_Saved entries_
______________________________
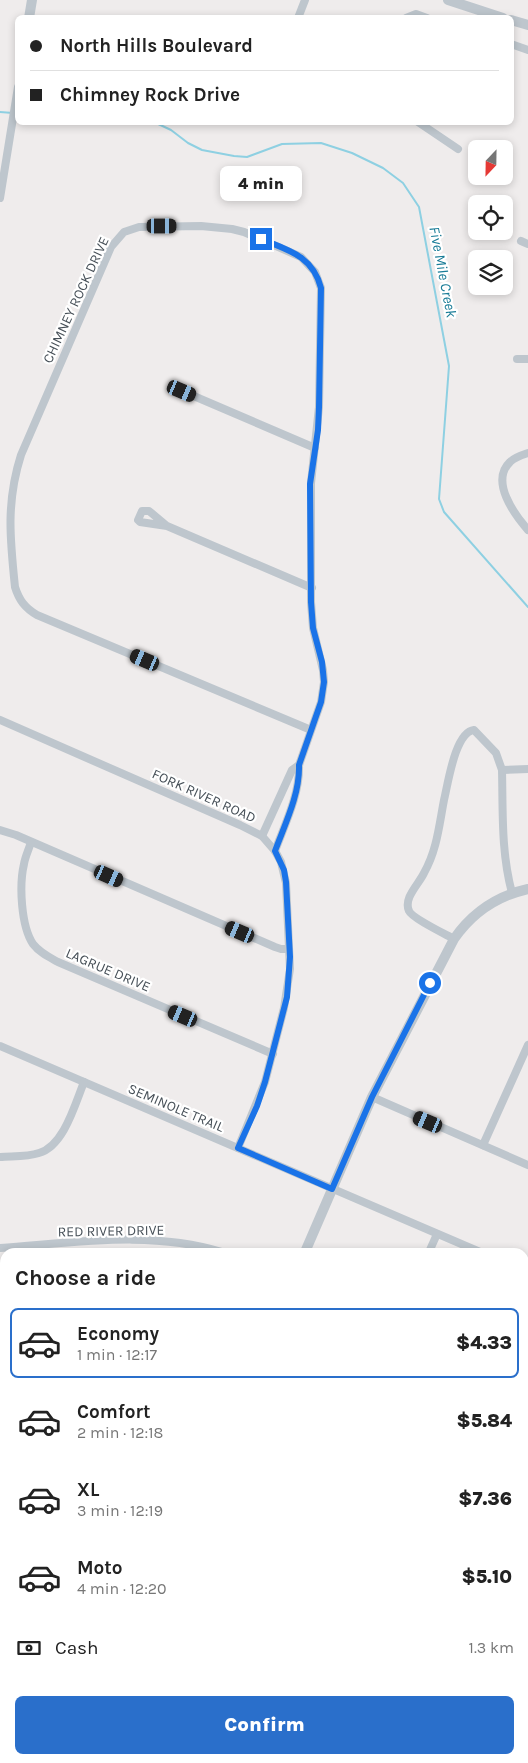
<!DOCTYPE html>
<html lang="en">
<head>
<meta charset="utf-8">
<style>
  body { margin:0; font-family:Karla,sans-serif; background:#f6f6f6; color:#222; height:100vh; display:flex; flex-direction:column; font-size:19px; white-space:nowrap }
  * { box-sizing:border-box; margin:0 }
  p { font-size:16px; color:#767676 }
  .icon { flex:none; width:28px; height:28px; fill:none; stroke:currentColor; stroke-width:2; stroke-linecap:round; stroke-linejoin:round }
  .map { position:relative; flex:1; overflow:hidden }
  .drawer { position:absolute; left:0px; top:1248px; width:529px; height:516px; display:flex; flex-direction:column; background:#fff; border-radius:15px 15px 0 0; box-shadow:0 2px 8px #0003 }
  .drawer>* { flex:none }
  .hud { position:absolute; left:15px; top:15px; width:499px; height:110px; border-radius:8px; box-shadow:0 2px 8px #0003; display:grid; align-content:center; height:110px; padding:0 15px; background:#fff }
  .needle { width:32px; rotate:202deg }
  .controls { position:absolute; left:468px; top:140px; display:grid; gap:10px }
  .controls a { display:grid; place-items:center; width:45px; height:45px; border-radius:8px; background:#fff; box-shadow:0 2px 8px #0003; font-size:25px }
  .end { position:absolute; width:22px; height:22px; margin:-11px; border:6px solid #1a73e8; background:#fff; box-shadow:0 0 0 2px #fff }
  .from { border-radius:50% }
  .bubble { position:absolute; height:35px; border-radius:8px; background:#fff; box-shadow:0 2px 8px #0003; font-size:16px; font-weight:800; line-height:35px; text-align:center }
  .car { position:absolute; width:15px; height:30px; margin:-15px -8px; border-radius:6px; box-shadow:0 0 4px 1px #0007; background:linear-gradient(#222 24%,#8ab4d8 0 40%,#222 0 76%,#8ab4d8 0 86%,#222 0) }
  .hud b { display:flex; align-items:center; gap:18px; height:48px; font-size:19px }
  .hud b+b { border-top:1px solid #e0e0e0 }
  .hud i { width:12px; height:12px; background:#222 }
  ul { padding:0; list-style:none }
  li { display:flex; align-items:center; gap:15px; height:70px; margin:0 10px 8px; padding:0 5px; border:2px solid transparent; border-radius:8px }
  li div { flex:1 }
  li b { display:block; font-size:19px }
  li em { font-style:normal; font-weight:800 }
  li.active { border-color:#2a6fcb }
  li>.icon { width:45px; height:45px; stroke-width:1.5 }
  h2 { padding:0 15px; font-size:22px; line-height:60px }
  .pay { display:flex; align-items:center; gap:12px; height:55px; padding:0 15px; font-size:19px }
  .pay p { margin-inline-start:auto }
  .action { display:flex; gap:10px; margin-top:auto; padding:10px 15px }
  .action a { flex:1; height:58px; border-radius:8px; background:#2a6fcb; color:#fff; font-size:20px; font-weight:800; line-height:58px; text-align:center }
  .map>svg:first-child { display:block }
</style>
</head>
<body>
<div class="map">
<svg width="528" height="1763" viewBox="0 0 528 1763">
  <rect width="100%" height="100%" fill="#efecec"/>
  <!-- education -->
  <path fill="#e0dddd" d="M291 1759H325L336 1763H289Z"/>
  <g fill="none" stroke-linecap="round" stroke-linejoin="round">
    <!-- stream -->
    <g stroke="#8ed0e2" stroke-width="2">
      <path d="M0 112 13 113"/>
      <path d="M154 122 171 130 188 143 202 150 234 156 247 157 282 144 321 143 352 153 383 168 403 183 419 207 449 366 439 499 444 512 528 607"/>
    </g>
    <!-- minor -->
    <g stroke="#bec6cd" stroke-width="8">
      <path d="M298 18 305 0"/>
      <path d="M406 18 416 14 427 18"/>
      <path d="M511 44 528 50"/>
      <path d="M418 122 458 149"/>
      <path d="M0 198 18 87"/>
      <path d="M521 241 528 244"/>
      <path d="M517 359H528"/>
      <path d="M182 391 315 448"/>
      <path d="M528 453C522 455 515 457 510 462 490 481 514 514 528 530"/>
      <path d="M167 526 149 511H142L138 520 140 522 167 526 312 588"/>
      <path d="M0 720 240 825 262 836 275 851 281 862 286 883 290 969 284 1008 265 1082 238 1148"/>
      <path d="M502 770C503 812 501 852 512 893"/>
      <path d="M0 830 16 835 275 947 281 949H289"/>
      <path d="M262 836 292 770 299 765"/>
      <path d="M31 842C29 849 25 857 24 864 19 885 21 926 33 944 40 953 49 957 58 962L273 1054"/>
      <path d="M275 851C285 824 300 794 299 765L321 702 324 682 323 670 313 628 311 602V483L319 407 321 288 315 272 301 257 244 232 232 229 201 226 139 227 124 232 111 247 21 455C6 502 10 539 15 587 19 600 25 608 37 615L311 730"/>
      <path d="M454 939C445 934 412 918 409 911 403 898 419 884 424 873 437 850 439 826 444 800 448 784 455 732 474 730L496 753 502 770 528 769"/>
      <path d="M0 1046 480 1252"/>
      <path d="M372 1097 528 1165"/>
      <path d="M483 1145 528 1045"/>
      <path d="M0 1157C13 1156 27 1157 39 1153 64 1146 75 1104 84 1082"/>
      <path d="M0 1248C73 1243 151 1230 222 1252"/>
      <path d="M429 1252 437 1234"/>
      <path d="M524 1271 528 1273"/>
      <path d="M0 1338 5 1337"/>
      <path d="M0 1426 5 1425"/>
      <path d="M524 1559H528"/>
      <path d="M0 1747 5 1725"/>
      <path d="M434 1759 436 1763"/>
    </g>
    <!-- tertiary -->
    <g stroke="#bec6cd" stroke-width="10">
      <path d="M448 0 503 18"/>
      <path d="M29 18 32 0"/>
      <path d="M511 20 528 25"/>
      <path d="M305 1252 372 1097 454 939C472 913 497 896 528 889"/>
      <path d="M156 1763 158 1759"/>
    </g>
  </g>
  <g fill="none" stroke-linecap="round" stroke-linejoin="round">
    <!-- route -->
    <path stroke="#1a73e8" stroke-width="6" d="M261 239C288 250 313 256 321 288L319 407 318 430 310 484 311 602 313 628 322 662 324 682 321 702 299 765C300 794 285 824 275 851L284 870 286 882 290 957 287 997 265 1082 257 1106 238 1148 332 1189 372 1097 430 983"/>
  </g>
  <g text-anchor="middle" dominant-baseline="central" stroke-width="4.5" stroke-linejoin="round" paint-order="stroke">
    <!-- street labels -->
    <g font-size="14" fill="#464f57" stroke="#fff">
      <text transform="translate(76 300) rotate(-65)">CHIMNEY ROCK DRIVE</text>
      <text transform="translate(204 796) rotate(24)">FORK RIVER ROAD</text>
      <text transform="translate(108 970) rotate(23)">LAGRUE DRIVE</text>
      <text transform="translate(176 1108) rotate(23)">SEMINOLE TRAIL</text>
      <text transform="translate(111 1231) rotate(-1)">RED RIVER DRIVE</text>
    </g>
    <!-- water labels -->
    <g font-size="15" font-style="italic" fill="#197c97" stroke="#fff">
      <text transform="translate(443 272) rotate(79)">Five Mile Creek</text>
    </g>
  </g>
</svg>
<div class="controls">
<a><svg class="needle" viewBox="-14 -14 28 28"><path d="M0-13l5 13h-10z" fill="#e53935"/><path d="M0 13l5-13h-10z" fill="#767676"/></svg></a>
<a><svg class="icon" aria-label="locate" viewBox="0 0 24 24"><circle cx="12" cy="12" r="6"/><path d="M12 2v4M12 18v4M2 12h4M18 12h4"/></svg></a>
<a><svg class="icon" aria-label="layers" viewBox="0 0 24 24"><path d="M12 4l9 5-9 5-9-5zM3 14l9 5 9-5"/></svg></a>
</div>
<i class="end from" style="left:430px;top:983px"></i>
<i class="end" style="left:261px;top:239px"></i>
<div class="bubble" style="left:220px;top:166px;width:82px">4 min</div>
<i class="car" style="left:162px;top:226px;rotate:90deg"></i>
<i class="car" style="left:182px;top:391px;rotate:113deg"></i>
<i class="car" style="left:145px;top:660px;rotate:293deg"></i>
<i class="car" style="left:109px;top:876px;rotate:114deg"></i>
<i class="car" style="left:240px;top:932px;rotate:293deg"></i>
<i class="car" style="left:183px;top:1016px;rotate:293deg"></i>
<i class="car" style="left:428px;top:1122px;rotate:293deg"></i>
<div class="hud">
<b><i class="from"></i>North Hills Boulevard</b>
<b><i></i>Chimney Rock Drive</b>
</div>
<section class="drawer">
<h2>Choose a ride</h2>
<ul>
<li class="active"><svg class="icon" aria-label="car" viewBox="0 0 24 24"><path d="M5 17H2v-5l4-1 3-4h7l3 4 3 1v5h-3M9 17h6M6 11h13"/><circle cx="7" cy="17" r="2"/><circle cx="17" cy="17" r="2"/></svg><div><b>Economy</b><p>1 min · 12:17</p></div><em>$4.33</em></li>
<li><svg class="icon" aria-label="car" viewBox="0 0 24 24"><path d="M5 17H2v-5l4-1 3-4h7l3 4 3 1v5h-3M9 17h6M6 11h13"/><circle cx="7" cy="17" r="2"/><circle cx="17" cy="17" r="2"/></svg><div><b>Comfort</b><p>2 min · 12:18</p></div><em>$5.84</em></li>
<li><svg class="icon" aria-label="car" viewBox="0 0 24 24"><path d="M5 17H2v-5l4-1 3-4h7l3 4 3 1v5h-3M9 17h6M6 11h13"/><circle cx="7" cy="17" r="2"/><circle cx="17" cy="17" r="2"/></svg><div><b>XL</b><p>3 min · 12:19</p></div><em>$7.36</em></li>
<li><svg class="icon" aria-label="car" viewBox="0 0 24 24"><path d="M5 17H2v-5l4-1 3-4h7l3 4 3 1v5h-3M9 17h6M6 11h13"/><circle cx="7" cy="17" r="2"/><circle cx="17" cy="17" r="2"/></svg><div><b>Moto</b><p>4 min · 12:20</p></div><em>$5.10</em></li>
</ul>
<div class="pay"><svg class="icon" aria-label="cash" viewBox="0 0 24 24"><path d="M3 7h18v10H3z"/><circle cx="12" cy="12" r="2"/></svg>Cash<p>1.3 km</p></div>
<div class="action"><a>Confirm</a></div>
</section>
</div>
</body>
</html>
______________________________
_WHAT IS REQUIRED_
Within the entries above, find every line where the string "needle" occurs, and copy it.

_EXERCISE SOLUTION_
  .needle { width:32px; rotate:202deg }
<a><svg class="needle" viewBox="-14 -14 28 28"><path d="M0-13l5 13h-10z" fill="#e53935"/><path d="M0 13l5-13h-10z" fill="#767676"/></svg></a>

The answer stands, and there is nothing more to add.